5 Must-See Netflix Documentaries

Sometimes you get the feeling that you want to watch something captivating, yet factual - something not too long, but not too short. And when your favourite TV show goes on hiatus leaving you feeling slightly empty inside, documentaries are a great solution. Whether it be heart-warming, gut-wrenching, or just straight up entertaining, Netflix hosts a multitude of documentaries that are sure to fit the bill.

Here are 5 recommendations that I've watched recently:

1. Twinsters.

If you like watching long lost relatives reunite for the first time in their life, then you'll love this heart warming documentary. Like a real life version of 'The Parent Trap', this documentary follows a pair of twins living completely contrasting lives on opposite sides of the world, whom by a lucky twist of fate, find each other again.

This documentary was even more moving to me, as being a twin myself I can totally relate to the unique bond these two share.

2. The September Issue.

Released in 2009, this is a great documentary to watch if you don't want anything too emotionally heavy. Based at the head quarters of American Vogue magazine, this easy watching documentary shows us behind the scenes footage of the process and hard work that goes into producing a magazine issue. Focusing on various staff members, including a very passionate and likeable creative director Grace Coddington, and of course the slightly scary but brilliant editor-in-chief Anna Wintour.

This entertaining documentary reminded me of the film 'The Devil Wears Prada', so if you like that movie, you'll love this too!

3. Cowspiracy: The Sustainability Secret.

This documentary is more on the serious side, and you have to be in the mood for all the feelings that come with it. The name and poster both feature a cow, which at first glance suggests this to be one and a half hours of a vegetarian trying to persuade you not to eat beef. But don't be put off! Yes, this documentary does include encouragement of vegetarianism, but it is also about so much more.
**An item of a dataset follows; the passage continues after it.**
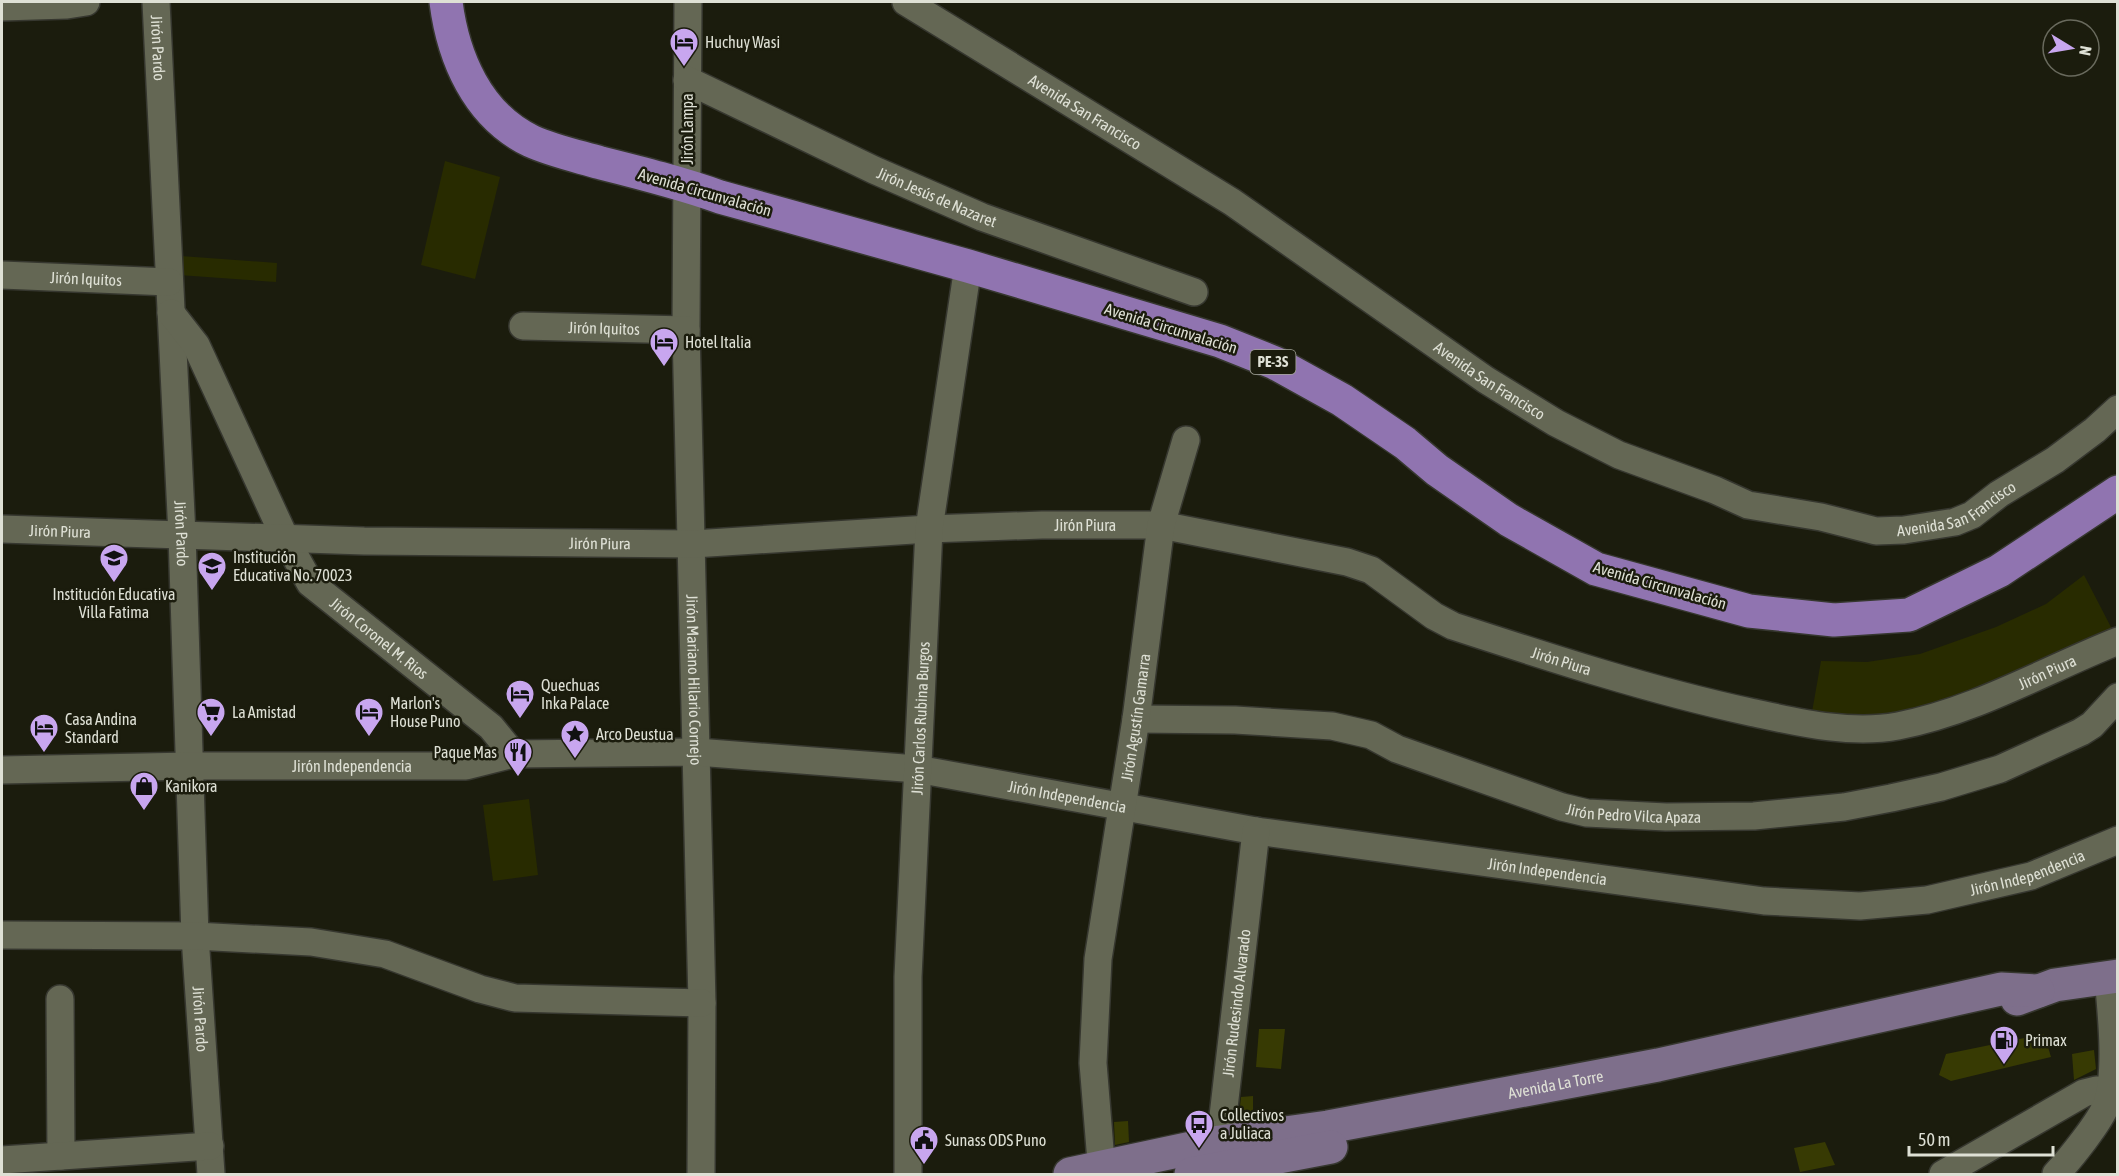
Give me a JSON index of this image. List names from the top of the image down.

It tackles important issues revolving around the agricultural system, such as water use, greenhouse gas production, and deforestation. Although some scenes could be upsetting (like the slaughtering of animals), I believe these scenes are vital to get across the powerful message to the audience. You will definitely finish this documentary feeling both angry and inspired at the same time.

 

4. Being Ginger.

Being Ginger is a 2013 documentary directed, produced, and starring Scott P. Harris. Scott is an American film maker living in Scotland, and starts the documentary by going on a quest to try to find a "mythical woman" who specifically likes ginger men, as he explains that he is yet to meet one. However, over the course of the film it becomes less about a search for love, and more about the filmmaker's longterm impact of being bullied at school. Eventually leading to his self-acceptance. What isn't clear from the title is that this documentary focuses more on Scott's personal experiences with having red hair, rather than red heads in general. Yet the relatability of dealing with self-acceptance and self-confidence makes Being Ginger a moving documentary to watch.

5. Blackfish.

This documentary is by far the most eye-opening. Released in 2013, it showcases the controversy and consequences surrounding captive Orcas at SeaWorld.
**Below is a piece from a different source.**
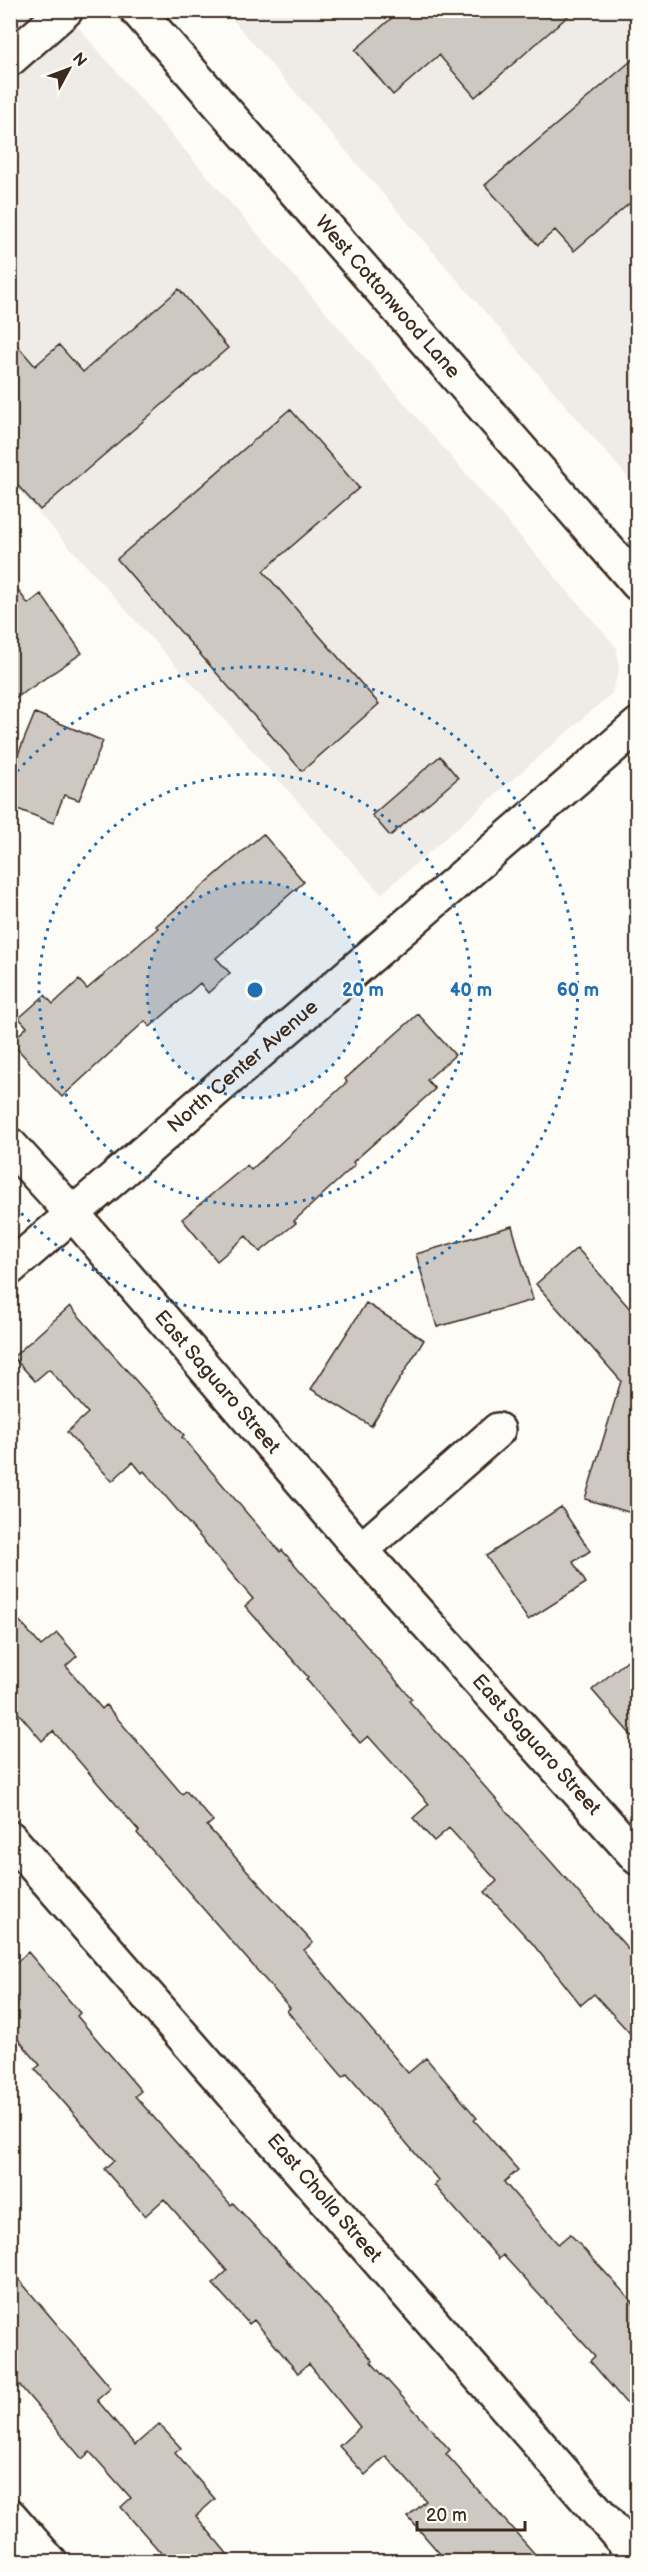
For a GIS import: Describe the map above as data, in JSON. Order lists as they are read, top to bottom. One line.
{"streets":{"street":["West Cottonwood Lane","North Center Avenue","East Saguaro Street","East Cholla Street"]},"crossings":[["North Center Avenue","East Saguaro Street"]],"scale_bar":"20 m","north":"top right","rings":["20 m","40 m","60 m"]}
Blackfish is not a documentary to have as casual background music whilst you do your work or eat your dinner. It requires you to pay attention to the emotive issues surrounding the captive animal industry. I was unaware of these problems beforehand, particularly the dangers that the killer whale trainers face every day.

From stressful beginnings to devastating ends, this documentary contains seriously shocking footage that will change everything you thought you knew about SeaWorld. Above all, this documentary leaves you feeling thoroughly educated.